Various posters have encouraged me to post about things in my life even if they aren't exactly trans-related, and one of the bigger things in my life is PTSD (Complex PTSD, to be more precise.)
I tried a few times to write a coherent description of the PTSD in my life, and I couldn't. I think that's kind of the point: the essence of trauma is that it overwhelms the nervous system's ability to cope, so you don't get a coherent narrative, just fragments. You get images split off from feelings and overwhelming feelings split off from whatever caused them. So I'm just going to post every now and then about a fragment or two.
Anyway, one of those fragments is what I now think is separation anxiety. As an adult, I heard from someone who my mother told that when my mother was pregnant with my younger brother, she was put on bed rest to prevent a miscarriage and was not allowed to hold me. I've calculated that this must have been when I was 15 months old, give or take a few months. My mother did tell me "you used to be my cuddly baby, but then you suddenly wouldn't have anything to do with me."

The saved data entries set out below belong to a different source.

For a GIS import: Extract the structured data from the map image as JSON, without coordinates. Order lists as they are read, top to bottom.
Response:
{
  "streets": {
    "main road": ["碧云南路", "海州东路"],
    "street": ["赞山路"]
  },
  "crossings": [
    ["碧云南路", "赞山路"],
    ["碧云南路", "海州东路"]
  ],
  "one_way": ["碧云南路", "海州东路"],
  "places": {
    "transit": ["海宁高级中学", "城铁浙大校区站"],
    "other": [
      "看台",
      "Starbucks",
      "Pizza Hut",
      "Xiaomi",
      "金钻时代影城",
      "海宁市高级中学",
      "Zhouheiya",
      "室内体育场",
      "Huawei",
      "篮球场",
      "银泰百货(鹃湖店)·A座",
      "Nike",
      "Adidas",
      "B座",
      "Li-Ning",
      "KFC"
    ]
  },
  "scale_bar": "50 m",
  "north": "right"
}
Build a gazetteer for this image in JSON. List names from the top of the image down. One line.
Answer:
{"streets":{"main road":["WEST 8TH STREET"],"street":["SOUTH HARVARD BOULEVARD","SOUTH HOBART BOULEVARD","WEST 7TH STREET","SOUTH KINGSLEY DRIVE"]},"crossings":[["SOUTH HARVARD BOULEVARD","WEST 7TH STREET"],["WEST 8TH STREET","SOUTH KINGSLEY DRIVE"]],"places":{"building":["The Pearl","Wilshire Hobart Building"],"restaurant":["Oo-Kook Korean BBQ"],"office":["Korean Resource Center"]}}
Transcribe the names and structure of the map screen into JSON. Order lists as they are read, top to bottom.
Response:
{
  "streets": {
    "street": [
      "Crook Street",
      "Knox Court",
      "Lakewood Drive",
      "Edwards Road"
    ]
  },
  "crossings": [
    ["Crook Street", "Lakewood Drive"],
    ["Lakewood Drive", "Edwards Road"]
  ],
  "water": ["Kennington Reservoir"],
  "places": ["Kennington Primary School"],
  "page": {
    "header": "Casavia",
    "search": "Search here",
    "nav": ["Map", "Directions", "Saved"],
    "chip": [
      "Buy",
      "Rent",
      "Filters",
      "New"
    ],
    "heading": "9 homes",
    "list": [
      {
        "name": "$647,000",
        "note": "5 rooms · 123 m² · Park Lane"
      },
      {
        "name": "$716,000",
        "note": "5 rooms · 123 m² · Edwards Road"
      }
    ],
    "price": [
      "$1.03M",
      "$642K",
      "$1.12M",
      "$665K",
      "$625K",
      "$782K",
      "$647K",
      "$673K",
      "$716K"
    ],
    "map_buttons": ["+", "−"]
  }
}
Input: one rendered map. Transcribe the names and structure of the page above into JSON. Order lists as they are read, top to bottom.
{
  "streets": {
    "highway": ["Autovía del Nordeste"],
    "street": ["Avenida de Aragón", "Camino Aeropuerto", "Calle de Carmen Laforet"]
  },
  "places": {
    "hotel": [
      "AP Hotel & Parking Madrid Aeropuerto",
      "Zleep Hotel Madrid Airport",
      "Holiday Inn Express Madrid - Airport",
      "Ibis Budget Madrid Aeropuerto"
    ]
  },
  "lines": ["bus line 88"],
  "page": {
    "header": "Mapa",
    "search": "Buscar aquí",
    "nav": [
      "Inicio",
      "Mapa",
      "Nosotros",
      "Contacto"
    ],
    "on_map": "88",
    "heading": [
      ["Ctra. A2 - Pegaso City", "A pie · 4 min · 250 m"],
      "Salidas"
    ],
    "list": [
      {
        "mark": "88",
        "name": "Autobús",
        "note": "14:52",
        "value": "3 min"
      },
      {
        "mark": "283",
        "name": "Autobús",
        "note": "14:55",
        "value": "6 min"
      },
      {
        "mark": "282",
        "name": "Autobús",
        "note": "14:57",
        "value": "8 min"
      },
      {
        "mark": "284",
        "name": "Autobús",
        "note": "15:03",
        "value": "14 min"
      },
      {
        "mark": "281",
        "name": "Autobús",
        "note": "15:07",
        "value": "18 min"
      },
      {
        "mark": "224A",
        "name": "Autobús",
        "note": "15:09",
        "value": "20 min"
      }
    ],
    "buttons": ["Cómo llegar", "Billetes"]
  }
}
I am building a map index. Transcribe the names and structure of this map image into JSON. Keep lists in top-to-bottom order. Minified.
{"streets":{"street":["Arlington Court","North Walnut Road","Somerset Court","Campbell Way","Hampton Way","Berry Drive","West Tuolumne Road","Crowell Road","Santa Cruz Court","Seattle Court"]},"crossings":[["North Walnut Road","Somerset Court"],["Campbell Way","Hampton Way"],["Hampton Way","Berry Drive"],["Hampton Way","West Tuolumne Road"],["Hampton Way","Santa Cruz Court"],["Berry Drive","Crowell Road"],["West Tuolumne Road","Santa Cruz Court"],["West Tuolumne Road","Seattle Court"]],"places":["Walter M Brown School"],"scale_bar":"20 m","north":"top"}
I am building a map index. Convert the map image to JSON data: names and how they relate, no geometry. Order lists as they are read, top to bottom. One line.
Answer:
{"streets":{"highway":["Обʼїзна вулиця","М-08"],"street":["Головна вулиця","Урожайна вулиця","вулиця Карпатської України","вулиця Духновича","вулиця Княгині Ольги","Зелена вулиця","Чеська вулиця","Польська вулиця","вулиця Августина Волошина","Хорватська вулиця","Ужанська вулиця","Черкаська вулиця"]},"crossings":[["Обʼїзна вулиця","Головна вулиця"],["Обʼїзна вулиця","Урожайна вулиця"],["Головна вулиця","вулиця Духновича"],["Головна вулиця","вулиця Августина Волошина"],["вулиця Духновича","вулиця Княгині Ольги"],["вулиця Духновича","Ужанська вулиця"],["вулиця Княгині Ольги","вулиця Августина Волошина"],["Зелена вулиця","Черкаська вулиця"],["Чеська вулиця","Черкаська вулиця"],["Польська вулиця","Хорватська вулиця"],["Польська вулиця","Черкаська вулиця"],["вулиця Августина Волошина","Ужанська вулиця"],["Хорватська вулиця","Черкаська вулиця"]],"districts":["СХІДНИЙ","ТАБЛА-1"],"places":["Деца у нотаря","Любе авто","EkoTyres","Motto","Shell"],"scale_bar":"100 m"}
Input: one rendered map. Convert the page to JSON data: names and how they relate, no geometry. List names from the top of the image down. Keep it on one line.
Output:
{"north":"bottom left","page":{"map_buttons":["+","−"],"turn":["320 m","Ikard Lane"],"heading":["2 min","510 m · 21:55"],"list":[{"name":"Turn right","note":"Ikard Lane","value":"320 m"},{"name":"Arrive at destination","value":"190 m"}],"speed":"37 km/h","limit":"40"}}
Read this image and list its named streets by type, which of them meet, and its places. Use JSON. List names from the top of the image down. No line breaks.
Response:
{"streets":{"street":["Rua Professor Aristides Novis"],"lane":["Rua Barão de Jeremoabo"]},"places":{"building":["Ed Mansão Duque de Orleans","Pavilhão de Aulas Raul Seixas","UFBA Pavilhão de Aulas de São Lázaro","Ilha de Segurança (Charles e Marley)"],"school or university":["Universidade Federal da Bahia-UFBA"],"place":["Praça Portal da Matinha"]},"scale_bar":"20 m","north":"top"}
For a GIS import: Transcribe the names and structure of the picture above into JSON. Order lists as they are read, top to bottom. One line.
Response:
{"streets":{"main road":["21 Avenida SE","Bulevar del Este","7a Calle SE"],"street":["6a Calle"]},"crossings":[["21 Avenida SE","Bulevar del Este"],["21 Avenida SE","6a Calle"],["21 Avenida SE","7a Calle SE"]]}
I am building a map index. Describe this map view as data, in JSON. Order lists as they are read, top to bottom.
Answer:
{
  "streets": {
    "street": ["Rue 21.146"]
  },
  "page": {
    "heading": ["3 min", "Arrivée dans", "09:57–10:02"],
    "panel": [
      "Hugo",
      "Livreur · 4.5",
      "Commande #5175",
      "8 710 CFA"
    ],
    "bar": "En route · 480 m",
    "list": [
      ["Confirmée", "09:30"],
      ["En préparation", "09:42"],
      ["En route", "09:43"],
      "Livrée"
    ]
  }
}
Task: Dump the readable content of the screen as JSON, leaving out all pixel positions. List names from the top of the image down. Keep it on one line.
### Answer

Last week, when I was at a music and dance camp, I got to see classic separation anxiety. There was a mother there with a one-year-old child. The child was okay when her mother was holding her or right next to her, but the minute her mother went away -- for instance, to get a cup of coffee -- she would start howling and crying and was inconsolable until her mother returned. I try to imagine what it would do to a child to be in that much distress, not just for a few minutes, but for a month or more. She had a fairly good relationship with her father -- he was the only person besides her mother that she would allow to pick her up -- but he wasn't enough.
I have, of course, no memories from that time. It's all a blank. But I can't think of anyone who was around when I was that age who could have given me any sense of safety; my relatives were and by and large still are pretty emotionally unavailable. I still can't imagine what it must have been like. I only know that when something makes me feel like I'm not in control of things, I feel a deep-seated panic, as if I were being dropped into the middle of an unpopulated, uncharted wilderness, to survive or not; rather like the babies who were left out on the hillside to die back in ancient Greece.
I'd like to think that if my parents had been different, I might have gotten over it. But they weren't. Basically, my parents were willing to handle the easy parts of caring for children, but simply did nothing or went into denial when anything emotionally difficult came up. In a sense, they kept repeatedly emotionally abandoning me for as long as they were alive, and the real turning point in my life came when, as a teenager, I finally convinced myself never to ask for or hope for any help from them in handling my life. I even started calling them Mr. and Mrs. <my last name>, and never got any response. I might just as well have been raised by robots. (Cf.:
the Harry Harlow monkey experiments.)